The bug was originally found when working with IPA on RHEL 6.5. IPA uses winbindd on the server to resolve users and groups against Active Directory and sometimes attempt to open a private pipe to winbindd fails:
Thread 1 (Thread 0x7f7f7dbf5700 (LWP 24268)):
#0 __libc_free (mem=0x30332058554e494c) at malloc.c:3714
#1 0x00007f7fa45e13b5 in winbind_open_pipe_sock (recursing=0, need_priv=0) at ../nsswitch/wb_common.c:361
#2 0x00007f7fa45e143b in winbind_write_sock (buffer=0x7f7f7dbf41a0, count=2096, recursing=0, need_priv=0) at ../nsswitch/wb_common.c:380
#3 0x00007f7fa45e15f3 in winbindd_send_request (req_type=22, need_priv=0, request=0x7f7f7dbf41a0) at ../nsswitch/wb_common.c:580
#4 0x00007f7fa45e18f2 in winbindd_request_response (req_type=22, request=0x7f7f7dbf41a0, response=0x7f7f7dbf33f0) at ../nsswitch/wb_common.c:651
#5 0x00007f7fa49e8ad9 in wbcRequestResponseInt (cmd=<value optimized out>, request=<value optimized out>, response=<value optimized out>) at ../nsswitch/libwbclient/wbclient.c:63
#6 wbcRequestResponse (cmd=<value optimized out>, request=<value optimized out>, response=<value optimized out>) at ../nsswitch/libwbclient/wbclient.c:96
#7 0x00007f7fa49ece1c in wbcLookupName (domain=<value optimized out>, name=0x7f7f0c33f1b0 "", sid=0x7f7f7dbf4aa0, name_type=0x7f7f7dbf4a9c) at ../nsswitch/libwbclient/wbc_sid.c:203
#8 0x00007f7fa4bf3d2f in ?? ()
#9 0x0000000000000000 in ?? ()
It tries to free mem=0x30332058554e494c, but this is not an address, but a string: "LINUX 30". So this was overwritten or reused because this is a double free.
Upon reviewing the code, we need to zero response struct prior to reusing it in wb_common.c:winbind_open_pipe_sock(). If winbindd_request_response() fails, the only fields that could be read out of response struct are length and result.
The change is to ZERO_STRUCT(response) prior to the second winbindd_request_response() call, this should be enough.

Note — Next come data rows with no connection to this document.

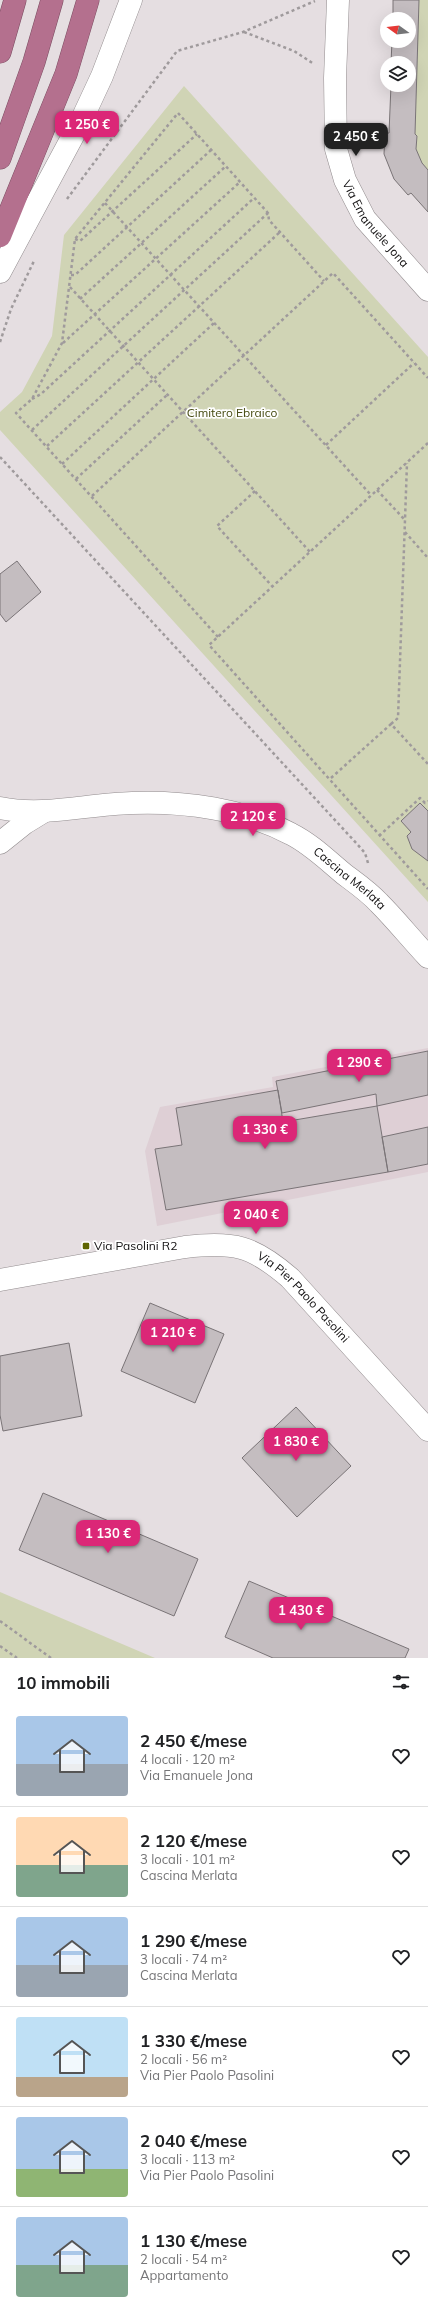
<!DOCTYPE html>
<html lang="it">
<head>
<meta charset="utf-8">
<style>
	:root { --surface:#fff; --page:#f2f2f2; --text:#202124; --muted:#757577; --line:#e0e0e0; --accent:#db2777 }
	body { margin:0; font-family:Mulish,sans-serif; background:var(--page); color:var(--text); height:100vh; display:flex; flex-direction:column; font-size:15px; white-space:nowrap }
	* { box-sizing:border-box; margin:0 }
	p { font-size:13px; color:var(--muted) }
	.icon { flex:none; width:22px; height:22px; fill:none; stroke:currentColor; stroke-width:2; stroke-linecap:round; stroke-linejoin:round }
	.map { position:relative; height:1658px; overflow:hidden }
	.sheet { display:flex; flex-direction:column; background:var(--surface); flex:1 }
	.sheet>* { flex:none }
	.needle { width:26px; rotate:285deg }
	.controls { position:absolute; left:380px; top:12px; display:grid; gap:8px }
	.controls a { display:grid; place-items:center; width:36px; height:36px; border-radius:50%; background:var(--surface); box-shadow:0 4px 16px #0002; font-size:20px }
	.price { position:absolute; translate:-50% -34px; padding:0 9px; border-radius:8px; background:var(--accent); color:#fff; font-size:13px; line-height:26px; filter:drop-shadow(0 1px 2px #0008) }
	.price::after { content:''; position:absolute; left:50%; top:24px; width:12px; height:9px; margin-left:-6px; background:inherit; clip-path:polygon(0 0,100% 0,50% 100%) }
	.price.current { background:#222; color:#fff }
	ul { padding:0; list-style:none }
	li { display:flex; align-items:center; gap:12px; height:100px; padding:0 16px }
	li+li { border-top:1px solid var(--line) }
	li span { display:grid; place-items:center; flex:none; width:112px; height:80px; border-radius:4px; color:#555 }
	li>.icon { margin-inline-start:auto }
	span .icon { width:48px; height:48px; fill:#fffc; stroke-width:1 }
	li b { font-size:17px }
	h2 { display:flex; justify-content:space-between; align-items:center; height:48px; padding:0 16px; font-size:17px }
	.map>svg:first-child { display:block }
	.built { fill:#decfd5 }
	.green { fill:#d0d4b5 }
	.building { fill:#c4bdc0; stroke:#7a7477 }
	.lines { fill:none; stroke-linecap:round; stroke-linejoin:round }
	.minor-casing { stroke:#928c8e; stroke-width:23 }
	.highway-casing { stroke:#7a4d61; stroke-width:23 }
	.path { stroke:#9f9a9c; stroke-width:2.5; stroke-dasharray:3 3; stroke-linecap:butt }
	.minor { stroke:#fff; stroke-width:22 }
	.highway { stroke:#b4708e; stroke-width:22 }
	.poi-dot { fill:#5e6502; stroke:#fff; stroke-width:1.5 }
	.labels { text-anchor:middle; stroke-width:3.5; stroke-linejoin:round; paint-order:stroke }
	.street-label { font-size:12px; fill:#0f0d0e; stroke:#fff }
	.park-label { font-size:12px; fill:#464b12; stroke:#fff }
	.poi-label { font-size:12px; fill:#0f0d0e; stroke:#fff; text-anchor:start }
</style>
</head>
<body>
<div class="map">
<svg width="428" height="1658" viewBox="0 0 428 1658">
	<rect width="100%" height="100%" fill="#e5dee1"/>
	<path class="built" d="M428 1048V1172L157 1226 145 1151 160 1107 273 1087 272 1077Z"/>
	<path class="green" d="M393 0H428V212L411 193 408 195C389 173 384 162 385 133H389L391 85H409V63H391L392 41H409V19H393Z
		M184 86 428 357V902L0 430V412L22 392 52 336 64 235Z
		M0 1592 155 1658H0Z"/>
	<path class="building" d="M393 0H419L415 134 417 136 416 149 422 163 428 170V212L411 193 408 195 394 179 384 154 385 133H389L391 85H409V63H391L392 41H409V19H393Z
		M17 561 41 592 6 622 0 614V574Z
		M420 803 428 811V861L412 849 407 836 411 832 401 821Z
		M428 1051V1095L377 1106 376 1094 282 1113 276 1081Z
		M278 1090 283 1122 377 1106 388 1172 166 1210 155 1149 182 1145 176 1108Z
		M428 1127V1164L388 1172 382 1137Z
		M150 1303 224 1334 195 1403 121 1371Z
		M69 1343 82 1416 3 1431 0 1415V1356Z
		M296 1407 351 1466 297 1517 242 1458Z
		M43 1493 198 1559 174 1616 19 1550Z
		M249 1581 409 1649 405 1658H273L225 1637Z"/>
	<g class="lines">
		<defs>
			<g id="minor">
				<path id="s1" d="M338 0 335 78 336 149 345 180 365 219 428 290"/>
				<path d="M0 272 82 119 102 76 131 0"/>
				<path id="s2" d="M0 808C44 817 87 804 132 803 184 801 244 809 291 834 311 844 327 860 344 874 356 883 369 892 379 903 396 920 411 939 428 957"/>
				<path d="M0 843 25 823 43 812"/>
				<path id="s3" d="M0 1280 185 1247C234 1241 253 1246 290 1278L428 1430"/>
			</g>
			<path id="highway" d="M0 52 15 0
				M0 158 34 62 52 0
				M0 236 66 74 88 0"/>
		</defs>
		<use href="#minor" class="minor-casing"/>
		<use href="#highway" class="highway-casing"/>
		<path class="path" d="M244 32 294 51 314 64
			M67 199 177 51 243 32 315 1
			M105 203 371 495
			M75 239 80 241 197 134
			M71 275H75L211 150
			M70 287 310 552
			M80 299 226 166
			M0 342 11 309 34 261
			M63 343 240 182
			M32 399 41 394 254 198
			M32 430 268 213
			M428 443 209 645 428 889
			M326 445 414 363
			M47 446 280 232
			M0 457 358 845 365 853 368 863
			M62 464 214 323
			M76 479 167 395
			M377 490 404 519
			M255 491 217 526 272 586
			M92 496 333 273 428 378
			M405 532 428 558
			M218 637 16 413 32 399 62 343 75 239 178 113 268 213 269 220 324 281
			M391 724 398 718 407 463
			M331 778 391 724 428 764
			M379 836 420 798 425 803 428 801
			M0 1621 51 1658
			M0 1646 17 1658"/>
		<use href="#minor" class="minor"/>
		<use href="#highway" class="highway"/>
	</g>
	<rect class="poi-dot" x="82" y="1242" width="8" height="8" rx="2"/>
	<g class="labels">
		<g class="street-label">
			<text dy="4" stroke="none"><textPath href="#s1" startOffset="235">Via Emanuele Jona</textPath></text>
			<text dy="4" stroke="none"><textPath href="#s2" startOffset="370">Cascina Merlata</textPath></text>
			<text dy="4" stroke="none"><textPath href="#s3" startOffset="325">Via Pier Paolo Pasolini</textPath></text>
		</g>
		<g class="park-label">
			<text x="232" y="417">Cimitero Ebraico</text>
		</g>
		<g class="poi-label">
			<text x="94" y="1250">Via Pasolini R2</text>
		</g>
	</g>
</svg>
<div class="controls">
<a><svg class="needle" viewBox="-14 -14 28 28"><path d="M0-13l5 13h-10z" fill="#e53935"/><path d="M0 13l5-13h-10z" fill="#757577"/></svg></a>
<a><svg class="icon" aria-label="layers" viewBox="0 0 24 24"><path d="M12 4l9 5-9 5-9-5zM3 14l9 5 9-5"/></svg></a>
</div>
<b class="price" style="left:87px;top:145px">1 250 €</b>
<b class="price current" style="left:356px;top:157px">2 450 €</b>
<b class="price" style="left:253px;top:837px">2 120 €</b>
<b class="price" style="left:359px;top:1083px">1 290 €</b>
<b class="price" style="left:265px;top:1150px">1 330 €</b>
<b class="price" style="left:256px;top:1235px">2 040 €</b>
<b class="price" style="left:173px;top:1353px">1 210 €</b>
<b class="price" style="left:296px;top:1462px">1 830 €</b>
<b class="price" style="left:108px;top:1554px">1 130 €</b>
<b class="price" style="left:301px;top:1631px">1 430 €</b>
</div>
<section class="sheet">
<h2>10 immobili<svg class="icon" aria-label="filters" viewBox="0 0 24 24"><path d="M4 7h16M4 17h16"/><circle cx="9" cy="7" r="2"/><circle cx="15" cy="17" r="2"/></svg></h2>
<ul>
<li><span style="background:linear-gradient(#a9c7e8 60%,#9aa5b1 0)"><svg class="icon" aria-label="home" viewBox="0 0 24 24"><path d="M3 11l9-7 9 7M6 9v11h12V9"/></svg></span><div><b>2 450 €/mese</b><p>4 locali · 120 m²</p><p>Via Emanuele Jona</p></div><svg class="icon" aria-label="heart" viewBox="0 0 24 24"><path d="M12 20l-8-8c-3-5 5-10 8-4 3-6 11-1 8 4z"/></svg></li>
<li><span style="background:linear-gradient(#ffd9b3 60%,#7fa58c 0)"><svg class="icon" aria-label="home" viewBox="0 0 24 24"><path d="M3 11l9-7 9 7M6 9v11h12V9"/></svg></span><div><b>2 120 €/mese</b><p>3 locali · 101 m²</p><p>Cascina Merlata</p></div><svg class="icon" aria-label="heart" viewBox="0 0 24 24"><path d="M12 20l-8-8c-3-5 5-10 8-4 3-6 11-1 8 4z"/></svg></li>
<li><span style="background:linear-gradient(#a9c7e8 60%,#9aa5b1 0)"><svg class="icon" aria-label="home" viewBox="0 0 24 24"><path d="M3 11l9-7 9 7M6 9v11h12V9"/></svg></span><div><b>1 290 €/mese</b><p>3 locali · 74 m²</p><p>Cascina Merlata</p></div><svg class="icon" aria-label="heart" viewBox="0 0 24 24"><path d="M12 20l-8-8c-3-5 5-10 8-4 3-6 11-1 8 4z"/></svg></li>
<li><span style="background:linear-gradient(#bfe0f5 75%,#b9a48a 0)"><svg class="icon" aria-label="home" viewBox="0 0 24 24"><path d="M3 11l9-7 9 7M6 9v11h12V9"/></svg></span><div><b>1 330 €/mese</b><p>2 locali · 56 m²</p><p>Via Pier Paolo Pasolini</p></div><svg class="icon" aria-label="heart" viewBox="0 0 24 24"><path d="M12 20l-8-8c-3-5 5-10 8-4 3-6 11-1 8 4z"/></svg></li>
<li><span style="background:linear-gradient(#a9c7e8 65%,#8fb573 0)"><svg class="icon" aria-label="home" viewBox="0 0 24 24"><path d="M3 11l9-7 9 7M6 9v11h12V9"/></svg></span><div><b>2 040 €/mese</b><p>3 locali · 113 m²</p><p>Via Pier Paolo Pasolini</p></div><svg class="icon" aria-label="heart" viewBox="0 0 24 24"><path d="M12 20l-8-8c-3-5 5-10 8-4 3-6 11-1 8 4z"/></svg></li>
<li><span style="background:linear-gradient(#a9c7e8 60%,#7fa58c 0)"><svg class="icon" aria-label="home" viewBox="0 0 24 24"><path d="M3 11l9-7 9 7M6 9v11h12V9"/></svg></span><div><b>1 130 €/mese</b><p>2 locali · 54 m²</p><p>Appartamento</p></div><svg class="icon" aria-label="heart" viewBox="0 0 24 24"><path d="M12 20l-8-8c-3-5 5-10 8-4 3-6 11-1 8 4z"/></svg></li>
</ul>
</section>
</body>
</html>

Created attachment 9916 [details]
Proposed patch for master
Proposed patch for master attached.
This patch is certainly okay. However, I don't see how we end up with a string in the extra data pointer. .extra_data is different from .data in the response, those are two unions that should never overlap. Do you have a hint for me how this happens?
As far as I can see, it could happen if ZERO_STRUCT was optimized out. The whole situation here looks fishy but in the expanded stacktrace with local variables I can see some old data from stack, which means it wasn't cleared up.
I'm looking at the compiled code currently to see if memset() was indeed optimized out for the response struct.
After discussion with Volker we tend to think it is manifestation of multi-threading issues as this winbind client is running as a plugin of 389-ds and could be instantiated in several threads.
I'm going to look into libwbclient to see if we can use an easy way to serialize winbind requests to a single socket in multi-threaded apps, given that the protocol is synchronous anyway. The other part is to make sure IPA plugin is using 389-ds locking primitives when accessing winbind client API.
Just a thought: If this turns out to be a threading issue that is fixed by proper mutexing, would it be worthwhile to remove that ZERO_STRUCT again? It certainly does not hurt, but it might cost future developers some hair while trying to figure out why it is required at this place. I could not see a single-threaded code path yet where it really matters.
I agree that in the way 'struct winbindd_response' is done, it might be unnecessary to ZERO_STRUCT() it again in this particular case.
However, I think it would be a good move to actually ensure clear pattern of initialized response structure for each call to winbindd. Relying on the fact that a sequence of requests (like interface version and the pipe path) always write to different parts of the response struct is a fragile practice.
If it happens to be a multi-threading issue, I'm going to rework libwbclient code as we discussed with Volker to at least serialize through the single socket and then the code could be removed.
(Jeremy was a bit fast with the commit ;)
Hey, in my defense I saw *no downside* to that patch :-). I can't see any way it would hurt the code path.
(In reply to comment #7)
> Hey, in my defense I saw *no downside* to that patch :-). I can't see any way
> it would hurt the code path.
Sure, it does not hurt the functionality. If you feel it clarifies the code, it is perfectly fine to leave it in. I am just not able to see the code path where this really makes a difference. Have you investigated that closer?
IMHO it makes the code safer, as we do a SAFE_FREE below. Now I know there's no way to get to the code if the request/response fails, but there's always a possibility of someone adding a 'goto fail' jump later.
Personally, if a stack pointer gets SAFE_FREE'd or TALLOC_FREE'd I *always* initialize to NULL when going into scope - protects me from mistakes later.